In his writing to advance his own ideas, Plato uses characters to say what he himself thinks; thus, in his dialogues it is sometimes difficult to determine what Socrates actually said from what Plato himself thought and said that Socrates said it. For example, in another famous dialogue, the Phaedo, Plato put into the mouth of Socrates several arguments for the immortality of the soul. Since we know certain things which no experience can teach us, he took that to mean that our soul must have existed before birth. According to Plato, it is furthermore obvious that the soul rules the body, which shows that it is independent of the body. Plato further asserts that the soul is the cause and source of life; and, because of this, it cannot be conceived as dying. Finally, being "simple"--that is, not having parts--it is incapable of dissolution, of falling apart.

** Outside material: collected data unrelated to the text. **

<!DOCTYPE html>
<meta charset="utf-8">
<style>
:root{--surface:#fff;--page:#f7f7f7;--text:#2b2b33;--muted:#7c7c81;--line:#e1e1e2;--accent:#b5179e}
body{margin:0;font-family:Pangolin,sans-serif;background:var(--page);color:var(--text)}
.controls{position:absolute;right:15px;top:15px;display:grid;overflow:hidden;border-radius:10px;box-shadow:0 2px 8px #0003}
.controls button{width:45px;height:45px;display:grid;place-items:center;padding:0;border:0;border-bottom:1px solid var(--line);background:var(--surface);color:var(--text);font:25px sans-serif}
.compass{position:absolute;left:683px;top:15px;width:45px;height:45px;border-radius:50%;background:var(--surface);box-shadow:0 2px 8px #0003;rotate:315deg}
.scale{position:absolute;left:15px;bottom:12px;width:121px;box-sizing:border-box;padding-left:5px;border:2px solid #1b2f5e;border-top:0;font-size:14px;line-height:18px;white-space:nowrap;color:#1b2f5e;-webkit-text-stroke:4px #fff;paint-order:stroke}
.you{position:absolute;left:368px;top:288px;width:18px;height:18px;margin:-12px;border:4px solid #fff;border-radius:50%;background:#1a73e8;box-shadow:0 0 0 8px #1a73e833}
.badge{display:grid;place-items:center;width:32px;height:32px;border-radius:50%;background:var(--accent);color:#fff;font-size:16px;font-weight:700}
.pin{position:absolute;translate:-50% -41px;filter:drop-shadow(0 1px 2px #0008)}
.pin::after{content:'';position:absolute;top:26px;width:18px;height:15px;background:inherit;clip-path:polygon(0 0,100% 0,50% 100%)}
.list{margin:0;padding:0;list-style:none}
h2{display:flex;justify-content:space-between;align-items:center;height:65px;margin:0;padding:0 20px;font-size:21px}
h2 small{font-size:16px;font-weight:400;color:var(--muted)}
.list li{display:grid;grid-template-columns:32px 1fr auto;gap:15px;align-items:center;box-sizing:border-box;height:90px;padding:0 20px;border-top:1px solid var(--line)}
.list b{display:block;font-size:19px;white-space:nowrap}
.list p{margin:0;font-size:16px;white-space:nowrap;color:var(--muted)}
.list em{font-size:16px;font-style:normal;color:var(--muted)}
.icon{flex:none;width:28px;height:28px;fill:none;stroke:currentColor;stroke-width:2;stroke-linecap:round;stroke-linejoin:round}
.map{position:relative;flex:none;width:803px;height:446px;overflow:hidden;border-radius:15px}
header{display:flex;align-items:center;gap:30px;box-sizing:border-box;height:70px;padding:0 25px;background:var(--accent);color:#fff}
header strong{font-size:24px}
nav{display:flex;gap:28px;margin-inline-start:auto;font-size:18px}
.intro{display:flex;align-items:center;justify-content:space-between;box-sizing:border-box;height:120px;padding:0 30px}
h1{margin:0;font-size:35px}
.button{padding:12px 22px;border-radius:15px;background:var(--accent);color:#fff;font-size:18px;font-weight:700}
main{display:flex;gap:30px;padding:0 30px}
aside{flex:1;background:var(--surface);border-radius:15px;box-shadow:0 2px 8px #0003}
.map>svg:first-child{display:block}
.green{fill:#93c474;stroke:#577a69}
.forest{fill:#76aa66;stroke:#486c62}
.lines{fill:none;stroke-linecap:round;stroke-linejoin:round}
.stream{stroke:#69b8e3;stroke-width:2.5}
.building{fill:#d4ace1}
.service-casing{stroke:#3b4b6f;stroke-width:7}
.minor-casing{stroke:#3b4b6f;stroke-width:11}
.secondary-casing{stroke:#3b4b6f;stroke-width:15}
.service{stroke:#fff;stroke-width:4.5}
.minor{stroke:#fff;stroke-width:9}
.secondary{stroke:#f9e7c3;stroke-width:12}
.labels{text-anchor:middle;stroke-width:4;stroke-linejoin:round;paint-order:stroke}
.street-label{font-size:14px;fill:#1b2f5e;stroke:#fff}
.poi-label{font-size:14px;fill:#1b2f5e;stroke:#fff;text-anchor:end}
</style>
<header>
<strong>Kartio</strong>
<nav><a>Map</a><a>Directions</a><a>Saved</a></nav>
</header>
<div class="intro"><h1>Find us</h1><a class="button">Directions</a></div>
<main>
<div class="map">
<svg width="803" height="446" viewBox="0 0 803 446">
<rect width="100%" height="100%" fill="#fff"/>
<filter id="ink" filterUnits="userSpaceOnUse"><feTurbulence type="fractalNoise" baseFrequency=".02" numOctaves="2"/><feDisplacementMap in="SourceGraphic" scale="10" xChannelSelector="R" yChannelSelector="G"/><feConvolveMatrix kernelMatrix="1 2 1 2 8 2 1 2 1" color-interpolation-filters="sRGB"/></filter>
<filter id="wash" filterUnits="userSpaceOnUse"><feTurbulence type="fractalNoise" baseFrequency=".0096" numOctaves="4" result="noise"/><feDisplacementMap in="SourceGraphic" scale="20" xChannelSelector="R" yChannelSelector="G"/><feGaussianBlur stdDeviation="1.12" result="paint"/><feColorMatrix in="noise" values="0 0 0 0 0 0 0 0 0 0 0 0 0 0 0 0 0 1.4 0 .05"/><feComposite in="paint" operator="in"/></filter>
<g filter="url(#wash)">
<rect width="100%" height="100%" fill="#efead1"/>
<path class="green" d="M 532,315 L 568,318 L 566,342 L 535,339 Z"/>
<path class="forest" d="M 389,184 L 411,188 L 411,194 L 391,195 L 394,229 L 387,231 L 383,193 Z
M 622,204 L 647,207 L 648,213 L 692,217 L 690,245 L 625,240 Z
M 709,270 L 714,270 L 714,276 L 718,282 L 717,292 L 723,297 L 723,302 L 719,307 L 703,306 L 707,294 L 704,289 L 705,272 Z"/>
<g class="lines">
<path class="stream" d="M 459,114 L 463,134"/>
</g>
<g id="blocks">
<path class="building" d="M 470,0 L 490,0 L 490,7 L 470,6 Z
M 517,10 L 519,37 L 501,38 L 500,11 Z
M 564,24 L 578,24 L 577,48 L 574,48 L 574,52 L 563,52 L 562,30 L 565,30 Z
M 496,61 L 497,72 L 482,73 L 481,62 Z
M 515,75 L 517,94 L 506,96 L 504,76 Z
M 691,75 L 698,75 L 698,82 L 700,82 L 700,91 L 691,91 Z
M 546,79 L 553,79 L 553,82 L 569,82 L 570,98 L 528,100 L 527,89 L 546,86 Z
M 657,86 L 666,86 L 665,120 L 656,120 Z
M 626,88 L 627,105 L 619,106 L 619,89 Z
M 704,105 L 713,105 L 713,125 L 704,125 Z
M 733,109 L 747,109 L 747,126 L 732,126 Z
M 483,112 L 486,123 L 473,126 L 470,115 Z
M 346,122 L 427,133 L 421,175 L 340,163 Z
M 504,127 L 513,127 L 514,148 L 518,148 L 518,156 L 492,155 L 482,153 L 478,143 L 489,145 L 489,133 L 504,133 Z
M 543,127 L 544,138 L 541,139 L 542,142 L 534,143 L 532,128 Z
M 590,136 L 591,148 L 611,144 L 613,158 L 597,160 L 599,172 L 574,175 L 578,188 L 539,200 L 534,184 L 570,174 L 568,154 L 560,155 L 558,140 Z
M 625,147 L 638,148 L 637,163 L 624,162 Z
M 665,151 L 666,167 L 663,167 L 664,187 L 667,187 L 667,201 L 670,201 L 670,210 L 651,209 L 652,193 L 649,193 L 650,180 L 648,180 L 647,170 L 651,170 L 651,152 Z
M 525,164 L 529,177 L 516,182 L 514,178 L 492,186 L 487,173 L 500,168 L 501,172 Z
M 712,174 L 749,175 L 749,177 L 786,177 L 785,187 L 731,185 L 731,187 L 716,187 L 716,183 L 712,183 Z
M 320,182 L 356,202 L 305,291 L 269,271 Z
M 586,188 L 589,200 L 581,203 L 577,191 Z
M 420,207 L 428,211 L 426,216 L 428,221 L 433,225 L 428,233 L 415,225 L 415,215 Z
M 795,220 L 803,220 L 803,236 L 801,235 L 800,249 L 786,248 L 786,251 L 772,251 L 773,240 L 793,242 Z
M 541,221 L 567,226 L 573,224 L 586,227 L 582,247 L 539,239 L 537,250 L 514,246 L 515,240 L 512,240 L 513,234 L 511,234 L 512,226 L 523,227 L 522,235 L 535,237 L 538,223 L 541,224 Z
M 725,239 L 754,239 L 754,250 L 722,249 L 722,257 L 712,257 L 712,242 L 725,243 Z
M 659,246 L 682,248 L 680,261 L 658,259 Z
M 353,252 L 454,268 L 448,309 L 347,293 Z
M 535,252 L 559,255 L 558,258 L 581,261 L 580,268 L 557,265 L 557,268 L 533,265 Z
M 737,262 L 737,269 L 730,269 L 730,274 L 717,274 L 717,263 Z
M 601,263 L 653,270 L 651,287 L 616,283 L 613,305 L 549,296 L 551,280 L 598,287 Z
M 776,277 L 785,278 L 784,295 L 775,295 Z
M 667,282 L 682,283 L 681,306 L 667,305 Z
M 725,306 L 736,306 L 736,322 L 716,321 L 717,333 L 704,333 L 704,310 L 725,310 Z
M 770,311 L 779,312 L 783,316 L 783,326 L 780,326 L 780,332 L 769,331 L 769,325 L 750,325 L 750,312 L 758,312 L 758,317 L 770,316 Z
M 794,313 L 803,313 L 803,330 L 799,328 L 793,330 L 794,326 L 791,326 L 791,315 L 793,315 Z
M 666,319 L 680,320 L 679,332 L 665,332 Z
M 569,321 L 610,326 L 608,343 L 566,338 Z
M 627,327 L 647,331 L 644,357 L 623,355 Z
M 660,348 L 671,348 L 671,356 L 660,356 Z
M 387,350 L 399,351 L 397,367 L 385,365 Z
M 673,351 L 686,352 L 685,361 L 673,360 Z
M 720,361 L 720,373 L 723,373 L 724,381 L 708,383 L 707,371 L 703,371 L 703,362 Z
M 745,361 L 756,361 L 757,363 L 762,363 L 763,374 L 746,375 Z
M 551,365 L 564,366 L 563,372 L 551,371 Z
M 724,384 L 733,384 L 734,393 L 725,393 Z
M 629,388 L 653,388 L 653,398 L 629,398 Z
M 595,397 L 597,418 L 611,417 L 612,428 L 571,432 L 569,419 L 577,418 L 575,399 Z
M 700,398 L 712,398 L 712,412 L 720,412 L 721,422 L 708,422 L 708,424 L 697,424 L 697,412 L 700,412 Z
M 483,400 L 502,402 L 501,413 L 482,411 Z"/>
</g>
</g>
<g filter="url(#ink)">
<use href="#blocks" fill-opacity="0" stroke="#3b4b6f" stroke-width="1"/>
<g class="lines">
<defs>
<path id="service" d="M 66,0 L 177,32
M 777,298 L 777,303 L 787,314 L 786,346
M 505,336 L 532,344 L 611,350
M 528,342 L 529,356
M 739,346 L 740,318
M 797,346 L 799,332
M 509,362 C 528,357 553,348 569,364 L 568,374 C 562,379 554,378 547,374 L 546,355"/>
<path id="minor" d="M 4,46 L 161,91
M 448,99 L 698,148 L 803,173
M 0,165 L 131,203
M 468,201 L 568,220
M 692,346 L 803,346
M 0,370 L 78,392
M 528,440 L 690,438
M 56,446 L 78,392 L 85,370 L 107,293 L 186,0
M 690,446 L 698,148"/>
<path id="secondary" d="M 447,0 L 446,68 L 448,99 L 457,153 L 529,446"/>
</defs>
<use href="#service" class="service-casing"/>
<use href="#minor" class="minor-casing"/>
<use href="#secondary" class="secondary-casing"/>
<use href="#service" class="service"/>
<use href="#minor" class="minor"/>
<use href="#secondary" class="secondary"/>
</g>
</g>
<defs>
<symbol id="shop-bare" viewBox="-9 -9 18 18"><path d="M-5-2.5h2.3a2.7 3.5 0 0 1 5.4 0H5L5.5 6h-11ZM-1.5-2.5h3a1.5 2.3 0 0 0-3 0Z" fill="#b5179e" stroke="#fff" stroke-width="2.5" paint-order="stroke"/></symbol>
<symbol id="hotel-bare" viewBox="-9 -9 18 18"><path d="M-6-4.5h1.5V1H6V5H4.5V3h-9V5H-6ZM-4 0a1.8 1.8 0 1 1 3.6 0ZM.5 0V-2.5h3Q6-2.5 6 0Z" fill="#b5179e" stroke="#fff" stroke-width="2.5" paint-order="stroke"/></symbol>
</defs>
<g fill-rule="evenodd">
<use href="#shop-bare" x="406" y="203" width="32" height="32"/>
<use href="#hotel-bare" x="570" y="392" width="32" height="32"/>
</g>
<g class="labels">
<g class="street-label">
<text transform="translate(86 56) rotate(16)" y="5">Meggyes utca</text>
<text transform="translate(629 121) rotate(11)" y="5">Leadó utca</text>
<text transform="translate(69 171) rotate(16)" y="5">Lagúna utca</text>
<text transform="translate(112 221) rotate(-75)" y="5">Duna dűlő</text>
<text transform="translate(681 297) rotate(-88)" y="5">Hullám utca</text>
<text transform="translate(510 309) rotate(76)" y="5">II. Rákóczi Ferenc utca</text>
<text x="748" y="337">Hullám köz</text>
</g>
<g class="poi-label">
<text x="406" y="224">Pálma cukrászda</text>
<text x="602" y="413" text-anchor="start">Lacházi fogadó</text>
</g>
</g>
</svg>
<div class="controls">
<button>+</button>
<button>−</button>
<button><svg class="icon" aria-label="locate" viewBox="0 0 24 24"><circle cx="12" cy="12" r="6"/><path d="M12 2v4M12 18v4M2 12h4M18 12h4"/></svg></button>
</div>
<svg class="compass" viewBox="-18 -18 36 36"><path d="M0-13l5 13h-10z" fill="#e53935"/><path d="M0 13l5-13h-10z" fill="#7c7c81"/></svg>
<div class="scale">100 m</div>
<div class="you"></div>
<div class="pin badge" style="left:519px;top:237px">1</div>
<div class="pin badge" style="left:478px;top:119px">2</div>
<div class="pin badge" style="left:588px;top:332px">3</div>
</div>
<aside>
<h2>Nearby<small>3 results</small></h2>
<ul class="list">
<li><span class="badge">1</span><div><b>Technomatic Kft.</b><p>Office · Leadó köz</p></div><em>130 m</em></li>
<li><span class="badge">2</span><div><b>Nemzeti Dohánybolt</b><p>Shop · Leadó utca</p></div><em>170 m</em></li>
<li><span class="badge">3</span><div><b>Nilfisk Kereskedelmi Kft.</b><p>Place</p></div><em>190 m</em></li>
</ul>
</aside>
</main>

Also, according to Plato, the immortal soul inhabits the body for a time as if imprisoned in it, and leaves it at death. Death, then, is "the separation and release of the soul from the bodily prison."
Thus, instead of proclaiming that physical substances are the only real things, Plato turned the truth on its head and proclaimed that the only real things are permanent, unchanging ideas; and, physical things are only temporary, imperfect representations of reality.